The paper presents a novel evolutionary ML approach that can derive fundamental physical equations and functionals from limited data, bridging machine learning and physics-based modeling.

Findings

Successfully reproduces Schrödinger's exact functional from minimal data.

Accurately finds the Thomas-Fermi functional using limited atomic energies.
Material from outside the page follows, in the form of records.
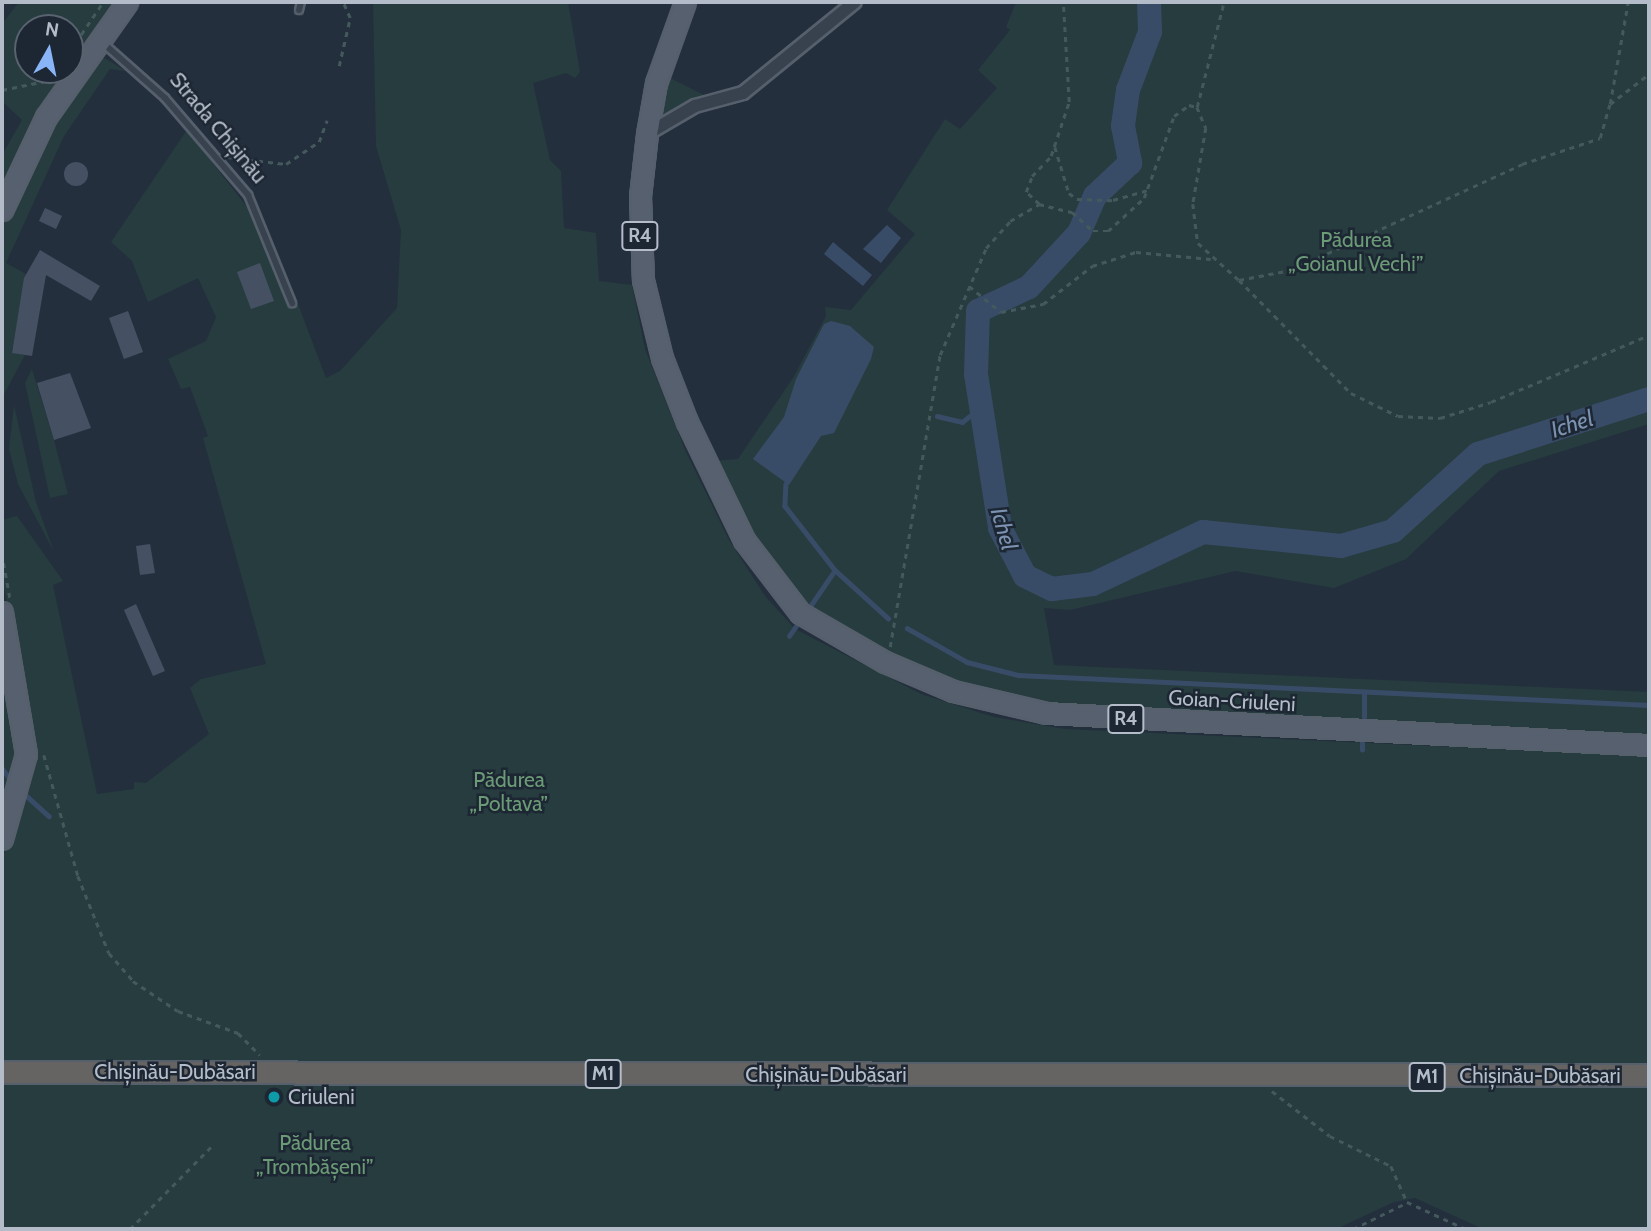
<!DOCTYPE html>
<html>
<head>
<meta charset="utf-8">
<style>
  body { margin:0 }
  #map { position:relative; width:1651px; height:1231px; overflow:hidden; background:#242f3e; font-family:Cabin,sans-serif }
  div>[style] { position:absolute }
  .green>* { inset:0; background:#263c3f }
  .water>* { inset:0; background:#394c67 }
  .stream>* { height:4.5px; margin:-2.25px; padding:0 2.25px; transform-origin:2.25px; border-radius:2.25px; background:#394c67 }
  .river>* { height:24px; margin:-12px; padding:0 12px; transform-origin:12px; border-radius:12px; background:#394c67 }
  .building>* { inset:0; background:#455162 }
  .round { border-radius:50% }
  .path>* { height:2.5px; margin-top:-1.25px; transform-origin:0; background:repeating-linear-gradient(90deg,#44595c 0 5px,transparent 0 10px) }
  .roads { filter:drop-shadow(2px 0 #565f6c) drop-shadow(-2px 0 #565f6c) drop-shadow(0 2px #565f6c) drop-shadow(0 -2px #565f6c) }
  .service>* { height:6px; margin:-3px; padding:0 3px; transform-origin:3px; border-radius:3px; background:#38414e }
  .minor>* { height:12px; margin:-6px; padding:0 6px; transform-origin:6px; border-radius:6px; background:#38414e }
  .primary>* { height:19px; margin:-9.5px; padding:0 9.5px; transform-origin:9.5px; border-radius:9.5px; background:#56606e }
  .trunk>* { height:21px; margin:-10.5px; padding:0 10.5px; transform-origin:10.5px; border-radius:10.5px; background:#656462 }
  .dots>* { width:19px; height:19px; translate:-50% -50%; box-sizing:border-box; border:4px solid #1d2633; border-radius:50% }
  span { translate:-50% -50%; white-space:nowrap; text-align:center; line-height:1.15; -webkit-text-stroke:5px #1d2633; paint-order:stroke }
  .shield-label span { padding:2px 5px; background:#1d2633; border:2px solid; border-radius:5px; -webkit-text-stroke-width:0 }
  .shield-label { font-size:19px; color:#b4bcc9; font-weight:700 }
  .street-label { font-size:21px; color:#b4bcc9 }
  .park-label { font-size:21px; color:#6b9a76 }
  .poi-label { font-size:21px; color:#b4bcc9 }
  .left { translate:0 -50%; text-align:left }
  .water-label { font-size:23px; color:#7c92b1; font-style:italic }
  .frame { position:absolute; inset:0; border:4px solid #b4bcc9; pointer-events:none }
  .north { position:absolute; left:14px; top:14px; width:70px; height:70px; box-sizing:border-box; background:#1d2633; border:2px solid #59626f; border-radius:50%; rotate:9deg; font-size:19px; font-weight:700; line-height:28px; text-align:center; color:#b4bcc9 }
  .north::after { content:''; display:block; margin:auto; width:24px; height:32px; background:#8ab4f8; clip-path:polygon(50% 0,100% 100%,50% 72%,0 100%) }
</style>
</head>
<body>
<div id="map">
  <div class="green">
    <i style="clip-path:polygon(evenodd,19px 2px,121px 2px,2px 198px,2px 155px,22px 120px,2px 101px,2px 24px,19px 2px,28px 28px,70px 28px,70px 70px,28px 70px,28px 28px)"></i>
    <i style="clip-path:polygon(373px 2px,568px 2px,580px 72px,575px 78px,566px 73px,533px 83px,550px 160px,561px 171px,564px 228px,596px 233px,599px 281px,632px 285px,645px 349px,685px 450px,729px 540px,765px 596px,795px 629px,921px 694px,994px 717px,1065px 729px,1649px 756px,1649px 1069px,2px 1066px,2px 860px,35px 760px,2px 577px,2px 520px,17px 516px,63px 581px,53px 585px,97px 794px,134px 789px,134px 782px,146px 783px,209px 734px,190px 688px,201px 679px,266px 664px,203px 438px,208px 436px,190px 387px,181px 389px,168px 359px,206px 341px,216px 317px,198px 278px,148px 302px,132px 261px,111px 242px,187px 130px,254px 216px,289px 307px,298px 304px,326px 378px,340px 371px,397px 308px,401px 230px,376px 146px)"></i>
    <i style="clip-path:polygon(1016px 2px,1649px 2px,1649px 424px,1499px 471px,1406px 559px,1334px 588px,1235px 571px,1070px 610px,1044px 608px,1054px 665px,1649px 692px,1649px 738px,1056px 707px,955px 685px,892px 659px,803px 605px,760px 553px,712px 461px,738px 459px,744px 450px,793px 378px,826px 316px,825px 307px,851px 310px,915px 234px,887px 210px,945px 119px,960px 129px,997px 88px,978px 70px,1010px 30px,1006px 27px)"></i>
    <i style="clip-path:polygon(98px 54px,126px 71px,110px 69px,64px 136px,6px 263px,26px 274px,12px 352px,25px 355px,2px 398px,2px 227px,52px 118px)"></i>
    <i style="clip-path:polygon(667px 76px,670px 78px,708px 97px,666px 120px,659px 111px)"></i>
    <i style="clip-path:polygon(32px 369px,54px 440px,68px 494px,50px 498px,25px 383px)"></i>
    <i style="clip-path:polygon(14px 405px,36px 502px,54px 552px,18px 484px,9px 449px)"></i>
    <i style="clip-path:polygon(2px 640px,17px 750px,2px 818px)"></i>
    <i style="clip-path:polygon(2px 1078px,1649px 1083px,1649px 1229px,1483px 1229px,1415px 1198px,1394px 1202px,1336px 1229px,2px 1229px)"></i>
  </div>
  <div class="water">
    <i style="clip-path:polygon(887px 225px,901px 238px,881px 263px,863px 249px)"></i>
    <i style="clip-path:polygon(833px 242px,872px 275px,863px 286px,824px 254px)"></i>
    <i style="clip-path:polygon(831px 321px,850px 326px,874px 347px,871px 359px,834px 433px,821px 436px,789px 485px,753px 459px,784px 417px,796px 379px,824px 324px)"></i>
  </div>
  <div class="stream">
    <i style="left:937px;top:416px;width:26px;rotate:13deg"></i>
    <i style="left:962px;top:422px;width:24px;rotate:-38deg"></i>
    <i style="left:786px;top:484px;width:22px;rotate:93deg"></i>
    <i style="left:785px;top:506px;width:81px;rotate:52deg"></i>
    <i style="left:835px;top:570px;width:72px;rotate:42.2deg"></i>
    <i style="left:811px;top:605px;width:42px;rotate:-55.6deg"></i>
    <i style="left:907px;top:628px;width:69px;rotate:29.5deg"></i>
    <i style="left:967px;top:662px;width:53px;rotate:14.3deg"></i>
    <i style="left:1018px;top:675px;width:632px;rotate:2.72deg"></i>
    <i style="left:789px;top:636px;width:12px;rotate:-55deg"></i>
    <i style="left:1364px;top:717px;width:22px;rotate:-90deg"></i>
    <i style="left:1362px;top:750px;width:7px;rotate:-90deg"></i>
    <i style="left:2px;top:768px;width:17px;rotate:54deg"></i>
    <i style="left:20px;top:790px;width:39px;rotate:42deg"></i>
  </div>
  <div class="river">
    <i style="left:1149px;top:2px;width:30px;rotate:88deg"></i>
    <i style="left:1150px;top:32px;width:62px;rotate:110.8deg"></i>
    <i style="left:1128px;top:90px;width:36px;rotate:98deg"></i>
    <i style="left:1123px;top:126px;width:38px;rotate:79deg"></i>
    <i style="left:1130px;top:163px;width:48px;rotate:136.7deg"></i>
    <i style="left:1095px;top:196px;width:40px;rotate:113.4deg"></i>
    <i style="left:1079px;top:233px;width:74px;rotate:132.8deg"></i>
    <i style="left:1029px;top:287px;width:56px;rotate:154.8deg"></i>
    <i style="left:978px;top:311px;width:63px;rotate:91.8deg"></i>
    <i style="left:976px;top:374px;width:156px;rotate:81.1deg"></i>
    <i style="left:1000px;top:528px;width:54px;rotate:62.5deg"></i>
    <i style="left:1025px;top:576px;width:30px;rotate:26deg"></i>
    <i style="left:1052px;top:589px;width:41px;rotate:-7deg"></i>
    <i style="left:1093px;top:584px;width:122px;rotate:-25.3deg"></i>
    <i style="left:1203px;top:532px;width:139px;rotate:5.8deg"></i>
    <i style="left:1341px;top:546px;width:54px;rotate:-16.1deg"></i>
    <i style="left:1393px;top:531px;width:115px;rotate:-42.2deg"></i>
    <i style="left:1478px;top:454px;width:180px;rotate:-17.8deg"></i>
  </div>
  <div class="building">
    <i class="round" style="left:64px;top:162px;width:24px;height:24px"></i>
    <i style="clip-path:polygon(45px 208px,62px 216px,56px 229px,39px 221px)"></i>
    <i style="clip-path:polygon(40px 250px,100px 286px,91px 301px,46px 275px,32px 356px,12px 353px,24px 278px)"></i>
    <i style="clip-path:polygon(260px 263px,274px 301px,251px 309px,237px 272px)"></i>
    <i style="clip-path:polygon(128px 311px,143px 352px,124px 359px,109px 318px)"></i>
    <i style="clip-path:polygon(70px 373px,91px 428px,54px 440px,37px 383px)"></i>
    <i style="clip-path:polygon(150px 544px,155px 573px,140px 575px,136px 546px)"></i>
    <i style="clip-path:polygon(136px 604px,165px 671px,153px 676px,124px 610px)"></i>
  </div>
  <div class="path">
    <i style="left:70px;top:51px;width:59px;rotate:-56deg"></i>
    <i style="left:339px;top:66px;width:49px;rotate:-77.1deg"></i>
    <i style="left:350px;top:18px;width:17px;rotate:-114deg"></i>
    <i style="left:48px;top:83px;width:16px;rotate:-55deg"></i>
    <i style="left:2px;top:90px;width:49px;rotate:-11.8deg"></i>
    <i style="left:1610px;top:104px;width:104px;rotate:-80deg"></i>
    <i style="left:1197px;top:107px;width:108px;rotate:-75.6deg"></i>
    <i style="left:1055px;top:147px;width:48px;rotate:73.1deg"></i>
    <i style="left:1069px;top:193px;width:10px;rotate:37deg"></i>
    <i style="left:1077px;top:199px;width:36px;rotate:2deg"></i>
    <i style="left:1113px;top:200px;width:35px;rotate:-16deg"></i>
    <i style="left:228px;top:157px;width:58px;rotate:6.9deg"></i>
    <i style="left:286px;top:164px;width:40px;rotate:-34deg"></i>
    <i style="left:319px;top:142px;width:23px;rotate:-70deg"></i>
    <i style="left:1039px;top:204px;width:34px;rotate:14deg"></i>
    <i style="left:1072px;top:212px;width:28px;rotate:42deg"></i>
    <i style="left:1093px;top:231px;width:15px"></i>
    <i style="left:1108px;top:231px;width:49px;rotate:-42.5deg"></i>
    <i style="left:1144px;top:198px;width:87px;rotate:-69.9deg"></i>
    <i style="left:1174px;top:116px;width:19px;rotate:-36deg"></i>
    <i style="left:1189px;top:105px;width:8px;rotate:14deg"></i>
    <i style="left:1197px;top:107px;width:23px;rotate:67deg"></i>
    <i style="left:1206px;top:128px;width:77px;rotate:99.7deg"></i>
    <i style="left:1193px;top:204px;width:39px;rotate:83deg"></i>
    <i style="left:1198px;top:243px;width:55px;rotate:42.1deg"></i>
    <i style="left:1239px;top:280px;width:53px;rotate:-10.9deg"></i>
    <i style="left:1291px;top:270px;width:254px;rotate:-24.6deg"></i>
    <i style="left:1522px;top:164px;width:82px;rotate:-18.4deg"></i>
    <i style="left:1600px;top:138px;width:35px;rotate:-74deg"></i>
    <i style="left:1610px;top:104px;width:49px;rotate:-37.6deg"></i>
    <i style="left:1239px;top:280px;width:159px;rotate:45.3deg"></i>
    <i style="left:1351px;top:393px;width:52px;rotate:26.1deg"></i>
    <i style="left:1398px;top:416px;width:42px;rotate:2.7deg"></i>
    <i style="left:1440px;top:418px;width:53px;rotate:-17.4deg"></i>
    <i style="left:1491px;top:402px;width:172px;rotate:-23deg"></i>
    <i style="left:969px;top:286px;width:41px;rotate:39.1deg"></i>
    <i style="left:1001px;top:312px;width:43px;rotate:-10.8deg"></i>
    <i style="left:1043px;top:304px;width:62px;rotate:-37.8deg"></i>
    <i style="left:1092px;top:266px;width:46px;rotate:-17.7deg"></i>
    <i style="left:1136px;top:252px;width:75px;rotate:5.3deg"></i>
    <i style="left:2px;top:553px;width:46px;rotate:79.9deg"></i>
    <i style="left:890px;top:647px;width:296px;rotate:-80.3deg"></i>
    <i style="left:940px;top:355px;width:116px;rotate:-66.7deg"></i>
    <i style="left:986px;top:248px;width:36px;rotate:-48deg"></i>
    <i style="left:1010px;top:221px;width:34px;rotate:-30deg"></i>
    <i style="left:1039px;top:204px;width:18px;rotate:-137deg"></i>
    <i style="left:1026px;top:192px;width:17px;rotate:-69deg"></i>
    <i style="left:1032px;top:176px;width:28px;rotate:-46deg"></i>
    <i style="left:1051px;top:156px;width:57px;rotate:-71.6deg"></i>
    <i style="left:1069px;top:102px;width:100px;rotate:-93.4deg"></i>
    <i style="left:44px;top:755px;width:126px;rotate:74.3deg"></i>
    <i style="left:78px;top:876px;width:83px;rotate:68.1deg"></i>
    <i style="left:109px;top:953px;width:37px;rotate:49deg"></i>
    <i style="left:133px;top:981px;width:54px;rotate:33.7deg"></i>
    <i style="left:178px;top:1011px;width:64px;rotate:20.1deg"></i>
    <i style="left:238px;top:1033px;width:31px;rotate:45deg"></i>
    <i style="left:1272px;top:1091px;width:73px;rotate:37.8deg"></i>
    <i style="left:1330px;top:1136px;width:68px;rotate:26.2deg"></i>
    <i style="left:1391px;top:1166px;width:39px;rotate:66deg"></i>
    <i style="left:1407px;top:1202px;width:65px;rotate:24.6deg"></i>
    <i style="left:130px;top:1229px;width:115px;rotate:-45.4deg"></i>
    <i style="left:1353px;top:1229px;width:59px;rotate:-26.1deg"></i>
  </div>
  <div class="roads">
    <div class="service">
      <i style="left:299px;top:10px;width:8px;rotate:-76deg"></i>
      <i style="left:103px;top:43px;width:83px;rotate:41.6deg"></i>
      <i style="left:165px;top:98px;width:128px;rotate:49.4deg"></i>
      <i style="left:248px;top:195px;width:117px;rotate:67.8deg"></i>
    </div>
    <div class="minor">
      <i style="left:647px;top:134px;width:56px;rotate:-30.3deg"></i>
      <i style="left:695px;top:106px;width:50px;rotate:-15.2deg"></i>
      <i style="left:743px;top:93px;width:144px;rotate:-39.1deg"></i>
    </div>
    <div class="primary">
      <i style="left:685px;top:2px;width:86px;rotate:109.7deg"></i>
      <i style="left:656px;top:83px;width:52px;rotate:100deg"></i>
      <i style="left:647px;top:134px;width:62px;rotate:96.4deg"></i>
      <i style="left:640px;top:196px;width:84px;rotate:88deg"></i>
      <i style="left:643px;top:280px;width:80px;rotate:76.3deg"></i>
      <i style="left:662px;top:358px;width:69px;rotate:68.7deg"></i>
      <i style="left:687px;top:422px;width:131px;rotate:64.2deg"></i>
      <i style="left:744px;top:540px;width:92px;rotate:52.5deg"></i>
      <i style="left:800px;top:613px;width:98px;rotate:30deg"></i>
      <i style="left:885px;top:662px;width:74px;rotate:23.1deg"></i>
      <i style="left:953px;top:691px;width:96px;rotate:13.3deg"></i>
      <i style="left:1046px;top:713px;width:604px;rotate:3.04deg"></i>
      <i style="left:2px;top:210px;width:103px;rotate:-64.7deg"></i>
      <i style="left:46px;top:117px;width:141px;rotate:-54.8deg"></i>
      <i style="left:2px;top:612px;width:144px;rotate:80.4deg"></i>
      <i style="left:26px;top:754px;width:88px;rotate:105.8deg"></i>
    </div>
    <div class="trunk">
      <i style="left:2px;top:1072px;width:1647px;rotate:0.1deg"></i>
    </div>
  </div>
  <div class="dots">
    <i style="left:274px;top:1097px;background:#0f9aa8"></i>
  </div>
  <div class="shield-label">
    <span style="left:640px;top:236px">R4</span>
    <span style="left:1126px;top:719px">R4</span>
    <span style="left:603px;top:1074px">M1</span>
    <span style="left:1427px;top:1077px">M1</span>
  </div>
  <div class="street-label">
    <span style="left:218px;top:128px;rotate:50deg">Strada Chișinău</span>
    <span style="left:1232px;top:701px;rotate:3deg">Goian-Criuleni</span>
    <span style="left:175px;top:1072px">Chișinău-Dubăsari</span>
    <span style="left:826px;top:1075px">Chișinău-Dubăsari</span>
    <span style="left:1540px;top:1076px">Chișinău-Dubăsari</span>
  </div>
  <div class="park-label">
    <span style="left:1356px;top:252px">Pădurea<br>„Goianul Vechi”</span>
    <span style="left:509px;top:792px">Pădurea<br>„Poltava”</span>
    <span style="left:315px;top:1155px">Pădurea<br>„Trombășeni”</span>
  </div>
  <div class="poi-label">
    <span class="left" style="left:288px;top:1097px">Criuleni</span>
  </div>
  <div class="water-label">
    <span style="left:1572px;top:424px;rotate:-18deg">Ichel</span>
    <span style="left:1004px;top:529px;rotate:74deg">Ichel</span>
  </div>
  <div class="frame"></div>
  <div class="north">N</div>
</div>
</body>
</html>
Develops an orbital-free DFT kinetic energy functional outperforming existing functionals.

Abstract

We introduce a machine learning (ML) supervised model function that is inspired by the variational principle of physics. This ML hypothesis evolutionary method, termed ML-Omega, allows us to go from data to differential equation(s) underlying the physical (chemical, engineering, etc.) phenomena the data are derived from. The fundamental equations of physics can be derived from this ML-Omega evolutionary method when provided the proper training data. By training the ML-Omega model function with only three hydrogen-like atom energies, the method can find Schr\"odinger's exact functional and, from it, Schr\"odinger's fundamental equation. Then, in the field of density functional theory (DFT), when the model function is trained with the energies from the known Thomas-Fermi (TF) formula E = -0.7687Z^7/3, it correctly finds the exact TF functional. Finally, the method is applied to find a local orbital-free (OF) functional expression of the independent electron kinetic energy functional Ts based on the gamma-TF-lambda-vW model. By considering the theoretical energies of only 5 atoms (He, Be, Ne, Mg, Ar) as the training set, the evolutionary ML-Omega method finds an ML-Omega-OF-DFT local Ts functional (gamma-TF-lambda-vW (0.964, 1/4)) that outperforms all the OF- DFT functionals of a representative group. Moreover, our ML-Omega-OF functional overcomes the LDA's and some local GGA-DFT's functionals' difficulty to describe the stretched bond region at the correct spin configuration of diatomic molecules. Although our evolutionary ML-Omega model function can work without an explicit prior-form functional, by using the techniques of symbolic regression, in this work we exploit prior-form functional expressions to make the training process faster in the example problems presented here.